The section of the magazine that contains answers to questions made by readers of Quo. Includes:
- Agenda for the month. A summary of a series of events about science, technology and gossip to occur over the month of the magazines publishment.
- Smart advice. On this section a group of experts from diverse cultural areas help the magazine by providing trustworthy and accurate information.
- Mail. Where the reader's main questions are published along with a concrete response.
- Expert opinions. Experts express their points of view to a specific topic.

=== Portfolio ===
Section of the magazine that contains interesting articles accompanied by high quality images and information with high levels of interest.

=== Prágmata ===
This section is the most broad and extensive on the publication. Prágmata is probably the section of most interest since it goes over common questions about the world using diverse areas of study and analytical thinking. The sections content is divided on the following areas.
- Entertainment
- Mind
- Human
- Nature
- Technology
- Automobiles
- Sex
- Sports
- Quality of life
- Art

=== Portada ===
Main section of the magazine since it covers the topic present on the cover of the magazine. An interesting section that contains exclusive information, high quality images and in occasions is accompanied by tables and graphs that complement the content on an efficient way.

=== Reportajes ===
Section that contains diverse topics pertaining to current events. This sections varies according to the articles considered on that months publication, still the information is considered entertaining by readers.

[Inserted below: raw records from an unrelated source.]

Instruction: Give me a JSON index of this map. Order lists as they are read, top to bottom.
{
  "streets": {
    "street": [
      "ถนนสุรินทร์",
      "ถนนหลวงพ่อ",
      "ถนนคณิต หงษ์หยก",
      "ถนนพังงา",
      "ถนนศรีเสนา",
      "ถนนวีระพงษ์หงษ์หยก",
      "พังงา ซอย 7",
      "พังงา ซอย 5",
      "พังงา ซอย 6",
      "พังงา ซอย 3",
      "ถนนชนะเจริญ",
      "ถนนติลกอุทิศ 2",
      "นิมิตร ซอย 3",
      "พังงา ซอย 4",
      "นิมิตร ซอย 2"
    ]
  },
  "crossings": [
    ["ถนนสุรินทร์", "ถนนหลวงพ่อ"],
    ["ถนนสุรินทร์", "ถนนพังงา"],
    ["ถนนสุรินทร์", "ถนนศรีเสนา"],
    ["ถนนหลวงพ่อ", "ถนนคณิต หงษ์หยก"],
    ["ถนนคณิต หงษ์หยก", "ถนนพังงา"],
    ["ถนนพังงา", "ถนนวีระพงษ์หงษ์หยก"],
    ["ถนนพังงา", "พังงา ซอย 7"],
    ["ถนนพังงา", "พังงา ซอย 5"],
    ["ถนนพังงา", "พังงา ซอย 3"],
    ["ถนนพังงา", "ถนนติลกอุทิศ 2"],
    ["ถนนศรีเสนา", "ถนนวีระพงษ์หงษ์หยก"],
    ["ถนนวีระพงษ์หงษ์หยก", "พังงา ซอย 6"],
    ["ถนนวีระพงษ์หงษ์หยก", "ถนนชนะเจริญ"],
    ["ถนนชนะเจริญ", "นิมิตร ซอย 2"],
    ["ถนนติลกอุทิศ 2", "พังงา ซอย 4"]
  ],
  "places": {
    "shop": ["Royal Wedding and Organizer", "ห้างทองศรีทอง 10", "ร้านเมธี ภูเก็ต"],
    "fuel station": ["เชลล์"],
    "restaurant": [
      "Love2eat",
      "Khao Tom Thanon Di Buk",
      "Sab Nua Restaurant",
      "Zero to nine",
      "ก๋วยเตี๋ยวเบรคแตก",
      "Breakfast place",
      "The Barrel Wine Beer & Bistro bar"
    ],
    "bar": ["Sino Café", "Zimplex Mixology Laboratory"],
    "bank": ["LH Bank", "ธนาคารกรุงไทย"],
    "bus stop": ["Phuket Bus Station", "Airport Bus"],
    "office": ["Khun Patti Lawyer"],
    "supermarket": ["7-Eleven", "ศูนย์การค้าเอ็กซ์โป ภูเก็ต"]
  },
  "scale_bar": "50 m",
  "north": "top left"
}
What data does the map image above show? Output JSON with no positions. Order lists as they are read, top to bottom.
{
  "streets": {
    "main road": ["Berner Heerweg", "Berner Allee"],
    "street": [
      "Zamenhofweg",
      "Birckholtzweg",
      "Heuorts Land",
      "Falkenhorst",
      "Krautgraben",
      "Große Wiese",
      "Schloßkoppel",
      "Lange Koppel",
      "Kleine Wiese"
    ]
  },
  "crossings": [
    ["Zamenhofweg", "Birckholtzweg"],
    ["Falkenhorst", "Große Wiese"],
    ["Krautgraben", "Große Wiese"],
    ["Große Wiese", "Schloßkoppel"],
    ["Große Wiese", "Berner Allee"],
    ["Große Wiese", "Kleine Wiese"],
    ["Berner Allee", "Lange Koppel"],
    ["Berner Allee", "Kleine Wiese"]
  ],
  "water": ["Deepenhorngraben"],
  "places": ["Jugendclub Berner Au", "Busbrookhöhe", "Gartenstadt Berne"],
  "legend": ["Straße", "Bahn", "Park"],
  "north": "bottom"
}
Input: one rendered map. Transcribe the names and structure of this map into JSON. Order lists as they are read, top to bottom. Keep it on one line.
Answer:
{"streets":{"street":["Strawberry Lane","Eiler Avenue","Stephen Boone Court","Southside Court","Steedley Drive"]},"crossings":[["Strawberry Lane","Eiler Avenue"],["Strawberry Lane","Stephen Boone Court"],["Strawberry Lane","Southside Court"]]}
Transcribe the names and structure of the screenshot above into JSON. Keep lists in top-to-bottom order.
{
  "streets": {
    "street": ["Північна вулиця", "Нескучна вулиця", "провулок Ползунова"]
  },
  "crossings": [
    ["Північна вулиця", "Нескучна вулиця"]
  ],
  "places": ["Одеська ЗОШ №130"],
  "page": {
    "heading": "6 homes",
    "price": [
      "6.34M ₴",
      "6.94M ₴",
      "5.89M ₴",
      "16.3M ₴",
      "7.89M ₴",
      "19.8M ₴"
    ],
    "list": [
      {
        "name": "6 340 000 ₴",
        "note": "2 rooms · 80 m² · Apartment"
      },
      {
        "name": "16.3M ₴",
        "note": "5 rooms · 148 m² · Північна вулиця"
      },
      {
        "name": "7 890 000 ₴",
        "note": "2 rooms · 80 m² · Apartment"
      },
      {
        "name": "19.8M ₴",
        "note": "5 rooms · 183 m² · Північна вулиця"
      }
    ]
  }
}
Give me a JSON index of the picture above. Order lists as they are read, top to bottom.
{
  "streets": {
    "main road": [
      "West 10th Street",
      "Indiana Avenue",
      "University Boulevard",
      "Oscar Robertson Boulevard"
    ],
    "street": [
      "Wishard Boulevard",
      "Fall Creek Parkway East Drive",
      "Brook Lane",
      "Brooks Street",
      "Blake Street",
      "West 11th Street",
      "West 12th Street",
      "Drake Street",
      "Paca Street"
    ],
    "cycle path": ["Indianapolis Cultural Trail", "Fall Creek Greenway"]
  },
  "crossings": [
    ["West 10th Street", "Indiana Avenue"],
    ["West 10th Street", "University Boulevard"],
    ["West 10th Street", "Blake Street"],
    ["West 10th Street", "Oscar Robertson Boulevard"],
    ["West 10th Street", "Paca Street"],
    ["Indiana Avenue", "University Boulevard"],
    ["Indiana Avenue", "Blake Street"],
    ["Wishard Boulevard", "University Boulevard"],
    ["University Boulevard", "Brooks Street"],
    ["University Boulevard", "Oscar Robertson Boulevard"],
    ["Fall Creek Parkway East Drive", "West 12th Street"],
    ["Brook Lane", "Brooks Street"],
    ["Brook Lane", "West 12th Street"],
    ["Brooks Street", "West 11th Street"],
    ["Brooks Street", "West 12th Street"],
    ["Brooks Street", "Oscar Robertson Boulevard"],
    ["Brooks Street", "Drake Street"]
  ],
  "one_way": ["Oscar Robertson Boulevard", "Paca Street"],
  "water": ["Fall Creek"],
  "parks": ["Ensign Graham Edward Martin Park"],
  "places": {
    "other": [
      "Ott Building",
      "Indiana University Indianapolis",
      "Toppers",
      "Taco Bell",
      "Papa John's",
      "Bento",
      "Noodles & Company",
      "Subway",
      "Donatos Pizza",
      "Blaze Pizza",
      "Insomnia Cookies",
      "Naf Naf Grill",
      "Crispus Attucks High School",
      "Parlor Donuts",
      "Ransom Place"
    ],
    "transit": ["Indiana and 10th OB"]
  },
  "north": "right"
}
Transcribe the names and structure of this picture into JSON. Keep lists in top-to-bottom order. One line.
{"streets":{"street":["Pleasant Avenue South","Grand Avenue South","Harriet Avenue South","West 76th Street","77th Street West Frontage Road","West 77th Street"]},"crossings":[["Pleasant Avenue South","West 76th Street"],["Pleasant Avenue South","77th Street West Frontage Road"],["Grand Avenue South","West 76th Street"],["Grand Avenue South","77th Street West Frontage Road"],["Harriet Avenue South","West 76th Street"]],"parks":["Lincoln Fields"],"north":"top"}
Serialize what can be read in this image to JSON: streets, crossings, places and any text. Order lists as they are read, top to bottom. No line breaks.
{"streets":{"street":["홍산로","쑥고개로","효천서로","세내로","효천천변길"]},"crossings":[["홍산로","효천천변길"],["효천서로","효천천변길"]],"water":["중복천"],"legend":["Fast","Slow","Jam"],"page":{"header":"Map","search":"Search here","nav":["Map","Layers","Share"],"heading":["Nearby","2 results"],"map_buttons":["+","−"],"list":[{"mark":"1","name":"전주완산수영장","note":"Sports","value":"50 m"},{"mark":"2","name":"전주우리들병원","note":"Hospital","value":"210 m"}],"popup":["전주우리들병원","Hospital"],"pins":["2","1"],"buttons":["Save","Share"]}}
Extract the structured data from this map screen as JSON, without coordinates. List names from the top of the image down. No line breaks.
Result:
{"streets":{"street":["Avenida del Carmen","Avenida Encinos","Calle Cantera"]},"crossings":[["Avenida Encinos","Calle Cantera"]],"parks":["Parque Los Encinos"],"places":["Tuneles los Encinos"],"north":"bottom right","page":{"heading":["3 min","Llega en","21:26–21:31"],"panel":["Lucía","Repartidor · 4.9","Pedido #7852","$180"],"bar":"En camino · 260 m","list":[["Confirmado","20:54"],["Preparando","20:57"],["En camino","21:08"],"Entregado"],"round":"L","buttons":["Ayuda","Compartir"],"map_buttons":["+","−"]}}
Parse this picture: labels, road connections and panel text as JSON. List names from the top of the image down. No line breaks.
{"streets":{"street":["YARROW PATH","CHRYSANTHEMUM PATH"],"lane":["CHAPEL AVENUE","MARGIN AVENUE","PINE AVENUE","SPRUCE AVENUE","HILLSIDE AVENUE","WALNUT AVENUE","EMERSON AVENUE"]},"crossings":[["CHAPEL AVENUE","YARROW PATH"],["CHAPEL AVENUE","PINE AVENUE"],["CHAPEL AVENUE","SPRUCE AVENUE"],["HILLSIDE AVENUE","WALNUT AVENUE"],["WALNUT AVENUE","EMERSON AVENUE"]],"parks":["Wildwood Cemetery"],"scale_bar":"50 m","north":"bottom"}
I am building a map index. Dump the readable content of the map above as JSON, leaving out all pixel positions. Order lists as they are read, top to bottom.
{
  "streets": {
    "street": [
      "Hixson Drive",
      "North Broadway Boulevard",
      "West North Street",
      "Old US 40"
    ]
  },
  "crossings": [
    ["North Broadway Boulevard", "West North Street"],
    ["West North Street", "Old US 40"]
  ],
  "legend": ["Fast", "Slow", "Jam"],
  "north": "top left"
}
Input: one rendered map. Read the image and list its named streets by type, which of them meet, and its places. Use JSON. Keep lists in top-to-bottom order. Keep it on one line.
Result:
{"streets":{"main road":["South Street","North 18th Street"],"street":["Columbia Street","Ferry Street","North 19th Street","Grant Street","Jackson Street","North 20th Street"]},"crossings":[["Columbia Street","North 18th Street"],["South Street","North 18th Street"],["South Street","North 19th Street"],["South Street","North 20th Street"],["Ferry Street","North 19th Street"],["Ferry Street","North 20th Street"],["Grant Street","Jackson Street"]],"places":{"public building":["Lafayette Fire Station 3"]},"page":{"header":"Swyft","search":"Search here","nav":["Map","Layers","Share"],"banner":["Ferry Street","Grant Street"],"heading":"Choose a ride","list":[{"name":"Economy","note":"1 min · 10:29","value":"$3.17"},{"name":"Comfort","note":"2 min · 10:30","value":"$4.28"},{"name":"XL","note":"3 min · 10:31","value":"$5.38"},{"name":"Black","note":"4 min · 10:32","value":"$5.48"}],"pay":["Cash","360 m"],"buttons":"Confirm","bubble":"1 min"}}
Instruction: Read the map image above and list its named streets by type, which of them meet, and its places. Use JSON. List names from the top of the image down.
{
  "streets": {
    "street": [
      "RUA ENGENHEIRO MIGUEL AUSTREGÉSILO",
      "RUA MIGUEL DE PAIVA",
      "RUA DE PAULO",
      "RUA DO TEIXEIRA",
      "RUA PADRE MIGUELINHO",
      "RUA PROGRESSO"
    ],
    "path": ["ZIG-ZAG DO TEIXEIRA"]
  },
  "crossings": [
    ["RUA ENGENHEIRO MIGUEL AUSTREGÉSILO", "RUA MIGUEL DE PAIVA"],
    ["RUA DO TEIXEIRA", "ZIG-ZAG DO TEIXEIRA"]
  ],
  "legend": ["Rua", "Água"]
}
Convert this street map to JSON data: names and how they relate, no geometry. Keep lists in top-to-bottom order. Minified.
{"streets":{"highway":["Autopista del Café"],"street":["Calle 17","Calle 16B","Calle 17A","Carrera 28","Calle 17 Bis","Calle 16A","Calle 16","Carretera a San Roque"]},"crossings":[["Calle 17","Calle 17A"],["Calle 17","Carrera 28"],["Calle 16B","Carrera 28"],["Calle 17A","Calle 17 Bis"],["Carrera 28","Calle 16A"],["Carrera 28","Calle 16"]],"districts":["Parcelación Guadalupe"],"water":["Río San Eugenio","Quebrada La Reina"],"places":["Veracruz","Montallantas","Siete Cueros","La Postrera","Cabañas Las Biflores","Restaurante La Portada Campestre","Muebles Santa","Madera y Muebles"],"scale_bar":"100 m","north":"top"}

In February 2008 Quo published an article about Wikipedia in which 15 experts analyzed 30 articles from Spanish Wikipedia.

=== Qplus ===
"Our planet in motion."

It works as an information supplement, since it contains its own sections of interest. The sections included on Qplus are:

- Expediente. Where every month the magazine includes a historical article and relates it to the modern day.
- Atlas Quo. In which you can find geographic information fundamental to learn details about a specific place on the planet.
- Ágora. Biography about a special person chosen by its contribution on the diverse areas of study and knowledge.
- Actus. Interview with a modern day personality.
- Cine. A brief review about cinematographic adaptations of the moment.
- ¿Cómo funciona?. Detail examination and step by step operation of an object or specific situation.
- Libros y discos. A review of main books and audio compact disks for sell of that month.
- Columna. Where a scholar from an area of knowledge creates a topic that could result of interest to the reader.